+++ Input records +++

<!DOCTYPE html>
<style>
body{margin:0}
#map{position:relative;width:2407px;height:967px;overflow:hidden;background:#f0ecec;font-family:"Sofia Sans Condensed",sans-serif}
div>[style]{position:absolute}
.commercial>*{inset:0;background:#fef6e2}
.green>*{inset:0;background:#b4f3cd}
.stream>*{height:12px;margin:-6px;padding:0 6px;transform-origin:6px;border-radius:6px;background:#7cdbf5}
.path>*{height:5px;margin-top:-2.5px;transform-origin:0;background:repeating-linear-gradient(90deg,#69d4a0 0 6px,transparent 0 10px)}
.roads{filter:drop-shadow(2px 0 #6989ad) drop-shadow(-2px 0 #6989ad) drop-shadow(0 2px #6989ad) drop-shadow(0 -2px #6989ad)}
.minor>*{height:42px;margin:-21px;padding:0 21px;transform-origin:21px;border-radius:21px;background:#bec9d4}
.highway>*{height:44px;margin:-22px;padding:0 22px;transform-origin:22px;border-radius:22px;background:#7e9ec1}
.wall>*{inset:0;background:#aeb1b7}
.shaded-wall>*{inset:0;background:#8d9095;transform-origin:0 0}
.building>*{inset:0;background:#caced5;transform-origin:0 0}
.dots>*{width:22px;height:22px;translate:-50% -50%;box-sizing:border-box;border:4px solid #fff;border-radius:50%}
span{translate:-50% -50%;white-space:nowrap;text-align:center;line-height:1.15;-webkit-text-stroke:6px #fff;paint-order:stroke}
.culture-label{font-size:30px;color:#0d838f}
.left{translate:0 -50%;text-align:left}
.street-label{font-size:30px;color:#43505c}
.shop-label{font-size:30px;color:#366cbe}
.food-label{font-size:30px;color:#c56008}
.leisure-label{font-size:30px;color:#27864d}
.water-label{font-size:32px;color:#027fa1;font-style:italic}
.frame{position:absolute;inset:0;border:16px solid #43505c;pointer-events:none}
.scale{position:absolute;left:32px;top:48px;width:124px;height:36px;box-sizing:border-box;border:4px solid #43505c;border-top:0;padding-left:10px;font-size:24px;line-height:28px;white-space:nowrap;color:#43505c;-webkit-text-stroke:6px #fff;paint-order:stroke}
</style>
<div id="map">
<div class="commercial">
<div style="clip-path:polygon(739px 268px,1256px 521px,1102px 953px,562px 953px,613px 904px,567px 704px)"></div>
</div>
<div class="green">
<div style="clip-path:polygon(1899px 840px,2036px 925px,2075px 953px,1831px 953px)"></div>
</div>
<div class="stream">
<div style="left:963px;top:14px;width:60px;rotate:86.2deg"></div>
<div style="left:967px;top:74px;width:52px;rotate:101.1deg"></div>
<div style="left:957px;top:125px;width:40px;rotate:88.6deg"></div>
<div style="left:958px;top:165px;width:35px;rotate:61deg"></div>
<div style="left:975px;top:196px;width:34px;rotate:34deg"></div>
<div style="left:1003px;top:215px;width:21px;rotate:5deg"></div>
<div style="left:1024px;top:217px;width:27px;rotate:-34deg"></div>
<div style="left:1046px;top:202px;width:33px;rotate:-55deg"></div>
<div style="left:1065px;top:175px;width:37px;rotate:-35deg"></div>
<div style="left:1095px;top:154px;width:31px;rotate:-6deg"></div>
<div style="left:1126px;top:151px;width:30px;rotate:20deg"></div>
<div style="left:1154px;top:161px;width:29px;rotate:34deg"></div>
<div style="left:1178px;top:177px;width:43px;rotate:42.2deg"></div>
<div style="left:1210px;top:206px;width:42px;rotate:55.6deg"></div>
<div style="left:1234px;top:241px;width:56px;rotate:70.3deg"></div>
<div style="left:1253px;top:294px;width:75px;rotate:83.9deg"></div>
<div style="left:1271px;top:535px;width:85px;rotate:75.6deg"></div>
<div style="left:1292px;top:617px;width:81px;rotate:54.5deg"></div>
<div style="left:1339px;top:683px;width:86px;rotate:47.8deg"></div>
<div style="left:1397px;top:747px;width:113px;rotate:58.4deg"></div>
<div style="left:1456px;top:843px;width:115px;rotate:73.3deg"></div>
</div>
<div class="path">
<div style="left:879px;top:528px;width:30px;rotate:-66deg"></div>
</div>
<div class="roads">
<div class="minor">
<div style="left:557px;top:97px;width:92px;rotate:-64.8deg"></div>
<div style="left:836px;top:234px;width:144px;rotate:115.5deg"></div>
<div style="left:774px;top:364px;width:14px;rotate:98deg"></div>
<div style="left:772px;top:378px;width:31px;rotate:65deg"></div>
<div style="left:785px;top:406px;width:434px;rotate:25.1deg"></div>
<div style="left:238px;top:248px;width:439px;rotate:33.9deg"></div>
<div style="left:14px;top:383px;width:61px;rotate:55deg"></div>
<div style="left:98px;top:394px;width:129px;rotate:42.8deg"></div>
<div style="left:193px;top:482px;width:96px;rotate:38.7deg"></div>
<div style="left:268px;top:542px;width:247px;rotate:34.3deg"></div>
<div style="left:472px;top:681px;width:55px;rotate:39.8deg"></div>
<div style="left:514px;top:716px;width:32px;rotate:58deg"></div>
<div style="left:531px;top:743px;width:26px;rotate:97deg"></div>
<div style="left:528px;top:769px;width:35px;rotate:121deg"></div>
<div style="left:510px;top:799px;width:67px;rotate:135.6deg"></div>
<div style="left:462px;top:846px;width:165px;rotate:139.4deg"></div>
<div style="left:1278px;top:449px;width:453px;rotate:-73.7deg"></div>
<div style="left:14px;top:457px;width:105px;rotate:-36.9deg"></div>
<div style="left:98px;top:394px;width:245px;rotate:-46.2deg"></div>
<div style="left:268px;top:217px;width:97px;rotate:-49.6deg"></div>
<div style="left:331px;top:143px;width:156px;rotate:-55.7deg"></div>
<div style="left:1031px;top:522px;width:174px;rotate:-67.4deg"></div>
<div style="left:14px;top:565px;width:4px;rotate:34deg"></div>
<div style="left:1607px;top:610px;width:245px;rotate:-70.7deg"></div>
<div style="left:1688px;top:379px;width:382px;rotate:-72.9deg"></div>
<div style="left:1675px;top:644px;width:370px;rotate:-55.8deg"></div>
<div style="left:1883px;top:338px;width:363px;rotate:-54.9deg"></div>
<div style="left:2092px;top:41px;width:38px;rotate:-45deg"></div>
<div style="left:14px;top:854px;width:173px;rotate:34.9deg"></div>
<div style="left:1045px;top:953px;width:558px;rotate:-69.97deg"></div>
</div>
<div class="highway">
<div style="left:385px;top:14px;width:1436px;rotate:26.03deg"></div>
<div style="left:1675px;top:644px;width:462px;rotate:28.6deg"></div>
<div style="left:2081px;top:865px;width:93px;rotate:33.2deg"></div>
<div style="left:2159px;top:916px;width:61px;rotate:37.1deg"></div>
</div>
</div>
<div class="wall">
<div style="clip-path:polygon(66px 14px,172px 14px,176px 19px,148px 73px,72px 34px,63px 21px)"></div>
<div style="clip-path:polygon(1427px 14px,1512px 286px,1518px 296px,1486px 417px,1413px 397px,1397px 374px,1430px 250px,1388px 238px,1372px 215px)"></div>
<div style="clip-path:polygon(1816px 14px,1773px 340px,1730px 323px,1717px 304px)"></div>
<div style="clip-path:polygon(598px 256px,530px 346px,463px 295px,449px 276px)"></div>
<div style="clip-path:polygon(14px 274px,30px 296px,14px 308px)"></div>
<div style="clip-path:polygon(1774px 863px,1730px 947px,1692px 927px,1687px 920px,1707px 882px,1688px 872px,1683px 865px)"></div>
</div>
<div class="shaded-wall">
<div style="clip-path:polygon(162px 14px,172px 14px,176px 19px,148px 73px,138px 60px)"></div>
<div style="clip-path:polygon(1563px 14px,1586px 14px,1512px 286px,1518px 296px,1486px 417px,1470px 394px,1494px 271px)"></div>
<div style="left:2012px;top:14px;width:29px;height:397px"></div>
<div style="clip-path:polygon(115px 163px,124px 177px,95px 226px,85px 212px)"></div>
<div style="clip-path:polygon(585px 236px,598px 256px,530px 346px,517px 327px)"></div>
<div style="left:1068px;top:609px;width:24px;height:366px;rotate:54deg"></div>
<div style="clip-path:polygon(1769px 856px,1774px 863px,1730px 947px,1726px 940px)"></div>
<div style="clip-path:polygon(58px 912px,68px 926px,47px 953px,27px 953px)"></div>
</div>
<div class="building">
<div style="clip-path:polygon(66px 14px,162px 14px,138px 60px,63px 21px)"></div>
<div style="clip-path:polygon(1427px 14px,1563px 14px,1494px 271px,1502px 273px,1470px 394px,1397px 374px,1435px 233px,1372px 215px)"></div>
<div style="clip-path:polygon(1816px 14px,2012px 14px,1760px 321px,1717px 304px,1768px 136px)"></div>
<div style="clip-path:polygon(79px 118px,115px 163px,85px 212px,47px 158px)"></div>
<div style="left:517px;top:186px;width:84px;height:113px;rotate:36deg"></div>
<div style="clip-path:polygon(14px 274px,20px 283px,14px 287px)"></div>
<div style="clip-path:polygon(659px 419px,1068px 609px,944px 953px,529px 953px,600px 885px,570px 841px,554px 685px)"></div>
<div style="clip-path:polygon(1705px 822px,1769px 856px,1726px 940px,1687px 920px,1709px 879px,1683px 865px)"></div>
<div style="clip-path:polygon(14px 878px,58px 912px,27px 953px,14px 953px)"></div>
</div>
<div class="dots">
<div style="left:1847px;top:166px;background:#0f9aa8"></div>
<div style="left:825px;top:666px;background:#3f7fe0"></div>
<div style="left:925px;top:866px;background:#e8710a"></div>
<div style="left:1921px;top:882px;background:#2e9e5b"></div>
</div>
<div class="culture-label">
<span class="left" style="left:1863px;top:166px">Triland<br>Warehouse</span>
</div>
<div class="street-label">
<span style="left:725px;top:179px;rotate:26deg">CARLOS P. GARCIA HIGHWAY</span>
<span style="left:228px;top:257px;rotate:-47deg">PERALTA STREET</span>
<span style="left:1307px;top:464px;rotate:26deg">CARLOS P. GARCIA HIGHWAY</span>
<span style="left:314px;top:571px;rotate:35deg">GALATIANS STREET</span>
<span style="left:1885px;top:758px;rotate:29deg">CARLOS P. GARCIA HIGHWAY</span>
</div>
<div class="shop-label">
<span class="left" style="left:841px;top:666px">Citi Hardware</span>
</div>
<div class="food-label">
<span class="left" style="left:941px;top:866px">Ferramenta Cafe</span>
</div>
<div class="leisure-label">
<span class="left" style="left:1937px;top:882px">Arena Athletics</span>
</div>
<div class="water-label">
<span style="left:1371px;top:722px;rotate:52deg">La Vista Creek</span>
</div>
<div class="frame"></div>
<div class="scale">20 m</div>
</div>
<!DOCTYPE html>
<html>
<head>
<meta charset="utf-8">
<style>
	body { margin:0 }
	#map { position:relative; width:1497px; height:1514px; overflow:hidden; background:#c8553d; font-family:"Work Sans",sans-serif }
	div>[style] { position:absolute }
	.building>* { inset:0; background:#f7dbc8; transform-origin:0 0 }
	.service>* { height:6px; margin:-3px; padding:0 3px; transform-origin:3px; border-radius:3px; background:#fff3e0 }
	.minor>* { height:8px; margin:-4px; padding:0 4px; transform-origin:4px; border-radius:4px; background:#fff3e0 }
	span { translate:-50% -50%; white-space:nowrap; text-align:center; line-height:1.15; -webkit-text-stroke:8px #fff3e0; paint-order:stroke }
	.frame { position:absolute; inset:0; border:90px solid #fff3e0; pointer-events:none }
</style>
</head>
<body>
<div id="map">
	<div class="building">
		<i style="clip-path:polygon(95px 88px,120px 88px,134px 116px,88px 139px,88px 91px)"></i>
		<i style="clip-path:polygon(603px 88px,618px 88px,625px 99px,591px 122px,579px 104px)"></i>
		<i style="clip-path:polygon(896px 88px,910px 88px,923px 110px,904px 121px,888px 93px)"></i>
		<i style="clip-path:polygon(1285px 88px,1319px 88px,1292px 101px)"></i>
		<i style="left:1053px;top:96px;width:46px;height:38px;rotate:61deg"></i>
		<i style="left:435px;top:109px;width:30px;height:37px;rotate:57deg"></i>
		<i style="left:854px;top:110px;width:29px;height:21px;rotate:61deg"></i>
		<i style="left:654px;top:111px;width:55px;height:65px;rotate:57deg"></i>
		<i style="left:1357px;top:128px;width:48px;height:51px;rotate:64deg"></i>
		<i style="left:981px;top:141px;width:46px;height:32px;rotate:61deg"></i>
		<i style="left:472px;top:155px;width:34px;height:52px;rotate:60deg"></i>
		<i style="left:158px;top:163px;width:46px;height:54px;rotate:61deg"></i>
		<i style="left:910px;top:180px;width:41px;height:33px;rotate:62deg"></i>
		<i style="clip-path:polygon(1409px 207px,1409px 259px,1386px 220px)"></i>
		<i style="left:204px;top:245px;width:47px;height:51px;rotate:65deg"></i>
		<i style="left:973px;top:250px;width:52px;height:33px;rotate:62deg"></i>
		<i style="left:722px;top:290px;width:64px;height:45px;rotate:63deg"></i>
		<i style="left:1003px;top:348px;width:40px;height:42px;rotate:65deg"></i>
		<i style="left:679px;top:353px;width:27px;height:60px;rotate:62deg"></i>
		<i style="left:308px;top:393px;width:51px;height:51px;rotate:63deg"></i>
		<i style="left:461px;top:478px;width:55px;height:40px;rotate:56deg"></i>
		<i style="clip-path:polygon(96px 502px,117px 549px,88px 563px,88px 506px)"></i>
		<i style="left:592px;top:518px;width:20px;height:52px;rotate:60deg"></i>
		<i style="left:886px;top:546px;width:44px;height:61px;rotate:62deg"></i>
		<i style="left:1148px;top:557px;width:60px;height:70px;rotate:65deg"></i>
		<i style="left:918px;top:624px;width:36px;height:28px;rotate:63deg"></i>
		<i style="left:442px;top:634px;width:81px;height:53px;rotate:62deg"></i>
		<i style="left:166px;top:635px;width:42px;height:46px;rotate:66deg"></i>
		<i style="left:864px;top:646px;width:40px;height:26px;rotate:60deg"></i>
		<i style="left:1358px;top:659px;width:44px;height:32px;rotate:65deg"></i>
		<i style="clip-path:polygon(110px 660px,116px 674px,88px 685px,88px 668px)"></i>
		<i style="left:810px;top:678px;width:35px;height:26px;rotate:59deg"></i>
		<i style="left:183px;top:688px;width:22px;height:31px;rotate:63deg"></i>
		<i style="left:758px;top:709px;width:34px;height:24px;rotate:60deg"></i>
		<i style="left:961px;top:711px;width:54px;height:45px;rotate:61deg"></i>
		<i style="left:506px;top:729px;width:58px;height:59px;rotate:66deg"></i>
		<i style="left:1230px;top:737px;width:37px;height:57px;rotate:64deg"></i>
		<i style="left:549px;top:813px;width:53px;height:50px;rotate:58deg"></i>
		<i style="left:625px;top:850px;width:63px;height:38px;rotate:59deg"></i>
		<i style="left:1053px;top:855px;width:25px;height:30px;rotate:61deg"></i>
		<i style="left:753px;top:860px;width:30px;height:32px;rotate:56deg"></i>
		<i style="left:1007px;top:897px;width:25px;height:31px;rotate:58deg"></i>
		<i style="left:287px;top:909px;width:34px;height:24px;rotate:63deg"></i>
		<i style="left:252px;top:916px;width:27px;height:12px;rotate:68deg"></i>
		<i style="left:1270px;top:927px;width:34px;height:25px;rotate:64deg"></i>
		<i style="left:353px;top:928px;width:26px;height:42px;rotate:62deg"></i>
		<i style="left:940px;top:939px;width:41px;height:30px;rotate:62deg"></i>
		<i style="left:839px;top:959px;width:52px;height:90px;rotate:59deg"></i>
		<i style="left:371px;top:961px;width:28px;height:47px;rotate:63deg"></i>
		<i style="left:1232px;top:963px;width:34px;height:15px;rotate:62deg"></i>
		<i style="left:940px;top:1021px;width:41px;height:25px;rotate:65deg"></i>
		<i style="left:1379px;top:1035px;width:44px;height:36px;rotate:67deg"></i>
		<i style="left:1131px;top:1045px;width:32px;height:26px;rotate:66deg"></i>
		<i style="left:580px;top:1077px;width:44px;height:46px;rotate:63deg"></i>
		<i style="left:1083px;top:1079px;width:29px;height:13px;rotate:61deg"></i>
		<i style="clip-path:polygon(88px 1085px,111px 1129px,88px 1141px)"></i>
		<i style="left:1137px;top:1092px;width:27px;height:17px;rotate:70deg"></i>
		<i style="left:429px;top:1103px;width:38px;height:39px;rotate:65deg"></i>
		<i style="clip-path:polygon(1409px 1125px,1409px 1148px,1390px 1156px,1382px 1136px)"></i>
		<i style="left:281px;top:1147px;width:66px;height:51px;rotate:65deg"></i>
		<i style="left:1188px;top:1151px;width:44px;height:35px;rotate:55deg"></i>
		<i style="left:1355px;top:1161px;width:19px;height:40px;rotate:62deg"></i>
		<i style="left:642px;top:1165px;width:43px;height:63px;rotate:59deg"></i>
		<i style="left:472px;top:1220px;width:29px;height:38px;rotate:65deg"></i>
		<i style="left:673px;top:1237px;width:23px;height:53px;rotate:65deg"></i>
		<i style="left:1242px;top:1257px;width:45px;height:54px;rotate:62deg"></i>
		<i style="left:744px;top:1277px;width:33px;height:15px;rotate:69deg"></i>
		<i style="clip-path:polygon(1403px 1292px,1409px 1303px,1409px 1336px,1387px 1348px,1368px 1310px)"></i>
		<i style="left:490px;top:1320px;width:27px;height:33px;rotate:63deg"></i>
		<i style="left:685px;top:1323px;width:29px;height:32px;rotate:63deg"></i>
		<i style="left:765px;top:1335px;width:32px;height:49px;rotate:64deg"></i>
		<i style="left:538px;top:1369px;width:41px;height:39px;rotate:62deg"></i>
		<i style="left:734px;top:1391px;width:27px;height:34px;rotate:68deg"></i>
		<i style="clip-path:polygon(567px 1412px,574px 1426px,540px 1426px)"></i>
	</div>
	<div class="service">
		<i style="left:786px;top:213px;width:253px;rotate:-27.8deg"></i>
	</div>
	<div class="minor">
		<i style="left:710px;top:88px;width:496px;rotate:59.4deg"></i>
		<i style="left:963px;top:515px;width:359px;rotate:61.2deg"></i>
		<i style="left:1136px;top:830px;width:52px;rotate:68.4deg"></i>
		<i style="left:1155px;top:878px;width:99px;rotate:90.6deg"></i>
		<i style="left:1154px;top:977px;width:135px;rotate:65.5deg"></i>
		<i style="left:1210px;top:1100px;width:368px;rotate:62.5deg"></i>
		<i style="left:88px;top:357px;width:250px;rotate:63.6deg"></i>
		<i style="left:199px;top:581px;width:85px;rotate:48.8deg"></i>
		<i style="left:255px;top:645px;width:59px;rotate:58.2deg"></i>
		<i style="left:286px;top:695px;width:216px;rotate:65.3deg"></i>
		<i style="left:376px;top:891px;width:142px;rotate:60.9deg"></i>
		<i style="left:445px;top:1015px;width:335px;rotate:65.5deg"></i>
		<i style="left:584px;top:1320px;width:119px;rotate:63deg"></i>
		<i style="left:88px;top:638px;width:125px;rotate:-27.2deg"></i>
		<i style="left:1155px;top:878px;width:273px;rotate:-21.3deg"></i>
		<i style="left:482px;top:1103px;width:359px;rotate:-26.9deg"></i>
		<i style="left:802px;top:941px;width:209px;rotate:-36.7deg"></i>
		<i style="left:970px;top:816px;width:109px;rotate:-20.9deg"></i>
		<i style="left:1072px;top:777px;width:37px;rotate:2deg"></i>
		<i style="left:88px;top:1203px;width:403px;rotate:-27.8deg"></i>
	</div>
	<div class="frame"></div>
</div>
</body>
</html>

+++

What to work on: From the data above, reproduce word for word the lines running from the line with "height:8px; margin:-4px; padding:0" to the line with "translate:-50% -50%; white-space:nowrap;", ends included.

Answer:
	.minor>* { height:8px; margin:-4px; padding:0 4px; transform-origin:4px; border-radius:4px; background:#fff3e0 }
	span { translate:-50% -50%; white-space:nowrap; text-align:center; line-height:1.15; -webkit-text-stroke:8px #fff3e0; paint-order:stroke }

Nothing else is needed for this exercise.